New data has indicated that more landlords and agents are being awarded 100% of disputed amounts at adjudications than tenants. This is the first time this has happened since the inception of the tenant deposit schemes in 2007.
Figures from the TDS show that last year, 19.8% of all disputes raised by landlords or letting agents resulted in a 100% pay-out to them. 19.2% of all disputes made by tenants resulted in them receiving a full pay-out. The remaining 61% of cases saw the disputed money shared between the parties.
In 2014, 20.25% of total disputes raised by tenants saw them received a full pay-out, in comparison to 18.21% to landlords and agents. In previous years, tenants have been awarded the total deposit more often the landlords and letting agents.
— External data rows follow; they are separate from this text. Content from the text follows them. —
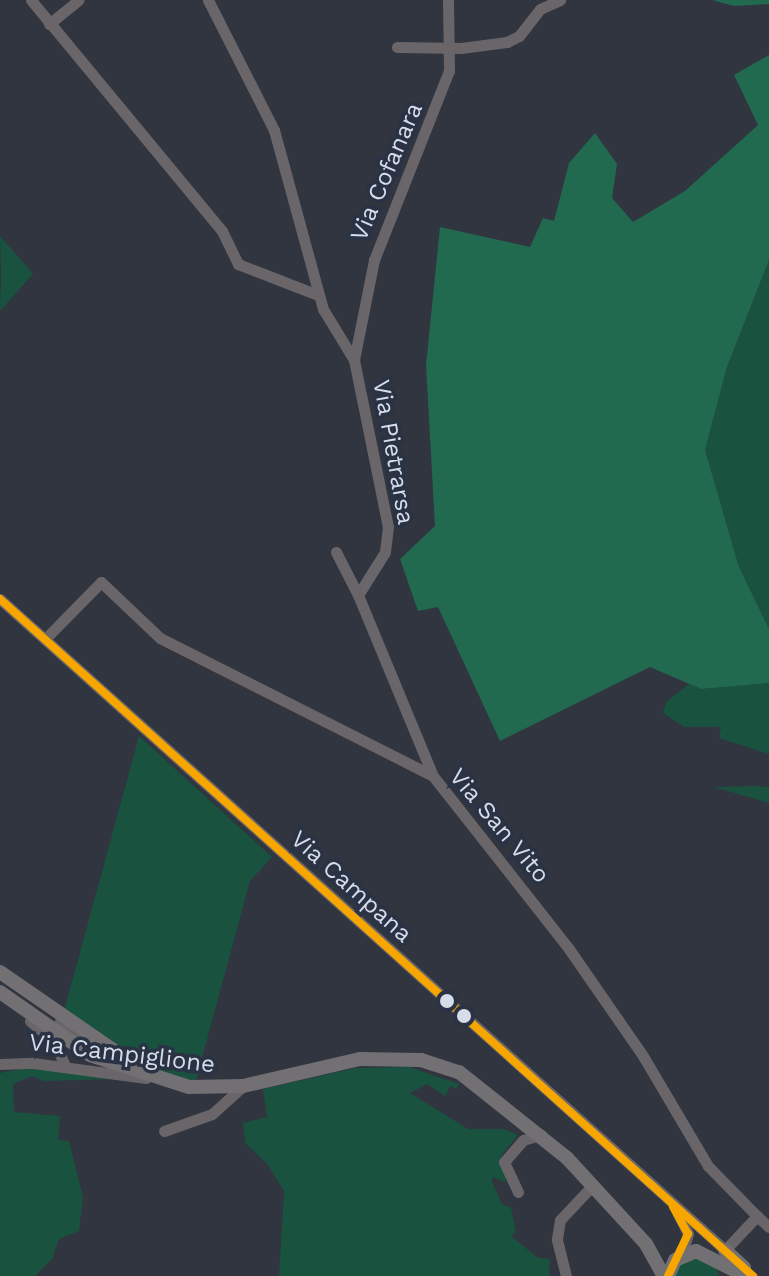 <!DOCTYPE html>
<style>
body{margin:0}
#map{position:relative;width:769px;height:1276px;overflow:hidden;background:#30353f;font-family:"Work Sans",sans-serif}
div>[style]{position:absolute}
.green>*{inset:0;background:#19523e}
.forest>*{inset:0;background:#216a50}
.minor>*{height:11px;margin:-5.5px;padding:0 5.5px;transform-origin:5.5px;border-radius:5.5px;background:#696568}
.major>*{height:14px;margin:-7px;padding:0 7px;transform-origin:7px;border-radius:7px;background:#727073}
.bus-1>*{height:8px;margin:-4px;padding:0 4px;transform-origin:4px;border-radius:4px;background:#f7a600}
.dots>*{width:22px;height:22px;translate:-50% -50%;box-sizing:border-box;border:4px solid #2a3245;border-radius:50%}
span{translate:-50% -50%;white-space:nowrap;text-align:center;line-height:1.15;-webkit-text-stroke:7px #2a3245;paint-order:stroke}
.street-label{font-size:24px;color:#d6dce8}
</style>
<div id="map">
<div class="green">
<div style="clip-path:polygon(0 236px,33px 274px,0 311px,1px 276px)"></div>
<div style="clip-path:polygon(769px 260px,769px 629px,739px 567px,705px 450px,727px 367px)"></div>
<div style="clip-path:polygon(769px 683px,769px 754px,719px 738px,721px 727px,684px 727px,663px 713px,666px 702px,689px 684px,701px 689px)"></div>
<div style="clip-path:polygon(139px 736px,272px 857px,250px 881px,196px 1080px,189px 1081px,145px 1067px,64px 1011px)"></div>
<div style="clip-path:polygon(756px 786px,769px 787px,769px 803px,714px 787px)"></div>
<div style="clip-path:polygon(31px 1067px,117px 1079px,44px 1081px,32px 1076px,13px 1084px,14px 1112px,60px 1116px,58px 1140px,69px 1141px,83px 1198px,79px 1231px,59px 1239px,52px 1259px,35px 1276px,0 1276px,0 1073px)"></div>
<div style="clip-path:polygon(409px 1067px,459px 1084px,456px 1089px,450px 1086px,445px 1096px,427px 1084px,410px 1093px,468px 1129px,504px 1129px,518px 1135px,502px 1154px,506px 1183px,493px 1177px,492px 1182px,502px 1204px,511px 1208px,516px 1232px,511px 1236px,538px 1258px,550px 1259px,549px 1276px,279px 1276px,284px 1191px,268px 1165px,245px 1143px,243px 1123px,267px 1117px,263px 1089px,356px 1068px)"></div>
<div style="clip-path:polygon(693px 1256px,717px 1268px,719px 1276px,672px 1276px,676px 1266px)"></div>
</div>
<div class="forest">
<div style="clip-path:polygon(712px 0,769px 0,769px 4px,734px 6px)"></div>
<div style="clip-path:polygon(769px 55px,769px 260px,727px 367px,705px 450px,739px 567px,769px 629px,769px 683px,701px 689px,650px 667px,500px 741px,438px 607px,418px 611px,400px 559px,435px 526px,426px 365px,440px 227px,530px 247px,543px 218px,554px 221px,569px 163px,595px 133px,617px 164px,612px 198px,633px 222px,685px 191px,758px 125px,734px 75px)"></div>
</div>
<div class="minor">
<div style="left:31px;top:0;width:300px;rotate:50.4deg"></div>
<div style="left:222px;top:231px;width:37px;rotate:64deg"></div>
<div style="left:238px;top:264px;width:86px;rotate:21.2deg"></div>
<div style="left:208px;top:0;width:146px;rotate:63.1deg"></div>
<div style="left:274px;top:130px;width:186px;rotate:74.7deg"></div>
<div style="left:323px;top:309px;width:60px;rotate:58.7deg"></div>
<div style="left:354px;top:360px;width:170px;rotate:78.5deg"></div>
<div style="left:388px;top:527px;width:25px;rotate:97deg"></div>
<div style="left:385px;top:552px;width:51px;rotate:122.1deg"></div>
<div style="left:358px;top:595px;width:196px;rotate:67.5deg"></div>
<div style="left:49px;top:24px;width:38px;rotate:-39deg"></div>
<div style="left:397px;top:47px;width:64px;rotate:0.9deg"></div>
<div style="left:461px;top:48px;width:46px;rotate:-7.4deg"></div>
<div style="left:507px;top:42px;width:13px;rotate:-27deg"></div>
<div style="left:519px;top:36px;width:34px;rotate:-52deg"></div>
<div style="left:540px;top:9px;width:22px;rotate:-24deg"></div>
<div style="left:354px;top:360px;width:102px;rotate:-78.7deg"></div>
<div style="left:374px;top:260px;width:203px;rotate:-68.4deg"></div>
<div style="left:449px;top:71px;width:71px;rotate:-90.8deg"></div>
<div style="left:336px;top:552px;width:48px;rotate:62.9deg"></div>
<div style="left:0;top:599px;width:974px;rotate:41.92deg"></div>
<div style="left:725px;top:1250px;width:47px;rotate:-46.7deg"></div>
<div style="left:757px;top:1216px;width:16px;rotate:43deg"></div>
<div style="left:45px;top:639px;width:80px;rotate:-45.5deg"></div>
<div style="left:101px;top:582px;width:81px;rotate:43.5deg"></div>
<div style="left:160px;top:638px;width:306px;rotate:26.8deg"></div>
<div style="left:433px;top:776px;width:220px;rotate:51.8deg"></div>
<div style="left:569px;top:949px;width:130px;rotate:55.3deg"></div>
<div style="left:643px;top:1056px;width:128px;rotate:59.4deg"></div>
<div style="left:708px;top:1166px;width:70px;rotate:45.6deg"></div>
<div style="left:30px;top:1021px;width:31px;rotate:40deg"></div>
<div style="left:54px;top:1041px;width:27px;rotate:66deg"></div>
<div style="left:60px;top:1021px;width:26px;rotate:37deg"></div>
<div style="left:81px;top:1037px;width:20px;rotate:63deg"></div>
<div style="left:0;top:1064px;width:33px;rotate:-2deg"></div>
<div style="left:33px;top:1063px;width:114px;rotate:7.6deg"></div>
<div style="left:164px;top:1131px;width:51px;rotate:-19.5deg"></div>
<div style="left:212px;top:1114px;width:42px;rotate:-42.1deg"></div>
<div style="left:518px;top:1192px;width:33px;rotate:-115deg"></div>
<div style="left:504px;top:1162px;width:29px;rotate:-49deg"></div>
<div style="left:523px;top:1140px;width:19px;rotate:-16deg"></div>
<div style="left:678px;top:1214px;width:22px;rotate:63deg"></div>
<div style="left:688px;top:1234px;width:21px;rotate:107deg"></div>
<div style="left:566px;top:1276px;width:38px;rotate:-104deg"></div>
<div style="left:557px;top:1239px;width:19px;rotate:-81deg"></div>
<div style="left:560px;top:1220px;width:48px;rotate:-46.7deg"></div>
</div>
<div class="major">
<div style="left:0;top:972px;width:173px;rotate:34.6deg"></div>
<div style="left:0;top:992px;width:110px;rotate:35deg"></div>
<div style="left:90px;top:1055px;width:104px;rotate:17.9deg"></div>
<div style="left:189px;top:1087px;width:54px;rotate:-1.1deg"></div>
<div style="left:243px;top:1086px;width:120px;rotate:-13deg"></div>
<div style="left:360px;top:1059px;width:61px;rotate:0.9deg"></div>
<div style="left:421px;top:1060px;width:40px;rotate:18deg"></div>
<div style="left:459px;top:1072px;width:138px;rotate:38.5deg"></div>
<div style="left:567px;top:1158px;width:117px;rotate:47.4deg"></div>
<div style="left:646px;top:1244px;width:37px;rotate:61deg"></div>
<div style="left:725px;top:1250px;width:26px;rotate:43deg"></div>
<div style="left:668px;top:1276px;width:17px;rotate:-66deg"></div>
<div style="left:675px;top:1260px;width:23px;rotate:-23deg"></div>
<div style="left:696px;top:1251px;width:56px;rotate:26.6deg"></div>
</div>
<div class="bus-1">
<div style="left:0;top:599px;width:1013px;rotate:41.96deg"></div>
<div style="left:668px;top:1276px;width:47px;rotate:-64.5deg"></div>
<div style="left:688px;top:1234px;width:31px;rotate:-119deg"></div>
</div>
<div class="dots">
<div style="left:447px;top:1001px;background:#d6dce8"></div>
<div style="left:464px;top:1016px;background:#d6dce8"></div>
</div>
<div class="street-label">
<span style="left:387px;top:172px;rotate:-67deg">Via Cofanara</span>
<span style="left:393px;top:452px;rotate:80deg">Via Pietrarsa</span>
<span style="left:499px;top:826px;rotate:50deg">Via San Vito</span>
<span style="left:351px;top:887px;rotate:42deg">Via Campana</span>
<span style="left:122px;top:1054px;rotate:7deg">Via Campiglione</span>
</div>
</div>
Jax Kneppers, Founder and CEO of Imfuna, suggests that these results are a sign that landlords and letting agents are giving more documented information at adjudications. He notes that, ‘for the first time, landlords and agents are now more successful than tenants at winning 100% of deposits. This is a significant achievement-an 8.5% increase year on year.’
Mr Kneppers went on to say, ‘more and more landlords and agents are recognising the power of digital professional inventories and mid-term inspections and this is why the balance is starting to shift. Many landlords and agents are ensuring that the condition of the property is fully recorded at the start of the tenancy, with a comprehensive inventory, along with a thorough check-in and check-out report.’
‘Historically, many tenant disputes have gone in favour of tenants, as there was simply not enough evidence to support the landlord or agent’s damage claim. The most common mistake in most inventories is the lack of detail. Often there is not enough appropriate photographs and any accompanying description to show the condition of the property and its contents. For example, many landlords and agents fail to record the condition of sinks and bathroom fittings, as well skirting, doors, floor coverings and kitchen units. If an inventory is not a professional and thorough report on the property, then it is not worth the paper it is written on,’ he continued.
More deposit disputes going way of landlords
Importance of inventories
Inventories are a crucial part of the dispute process and provide information for landlords and tenants about the condition of a property. As Knepper notes, ‘inventory reports should contain a full description of the condition of the property, noting detail on every aspect of damage and its location at the start of a tenancy. Good photographs provide vital evidence and should be of a high quality when printed up to A4 or A3 size, so that any damage can be clearly seen.’
Concluding, Knepper warns, ‘Unless landlords and agents have a water-tight inventory, they are at risk of disputes and expensive repair bills. Our research shows that landlords and agents who have switched from analogue to digital inventories, have seen their tenant deposit disputes drop by more than 300% and their success rate at adjudications improve by an average of 75%.’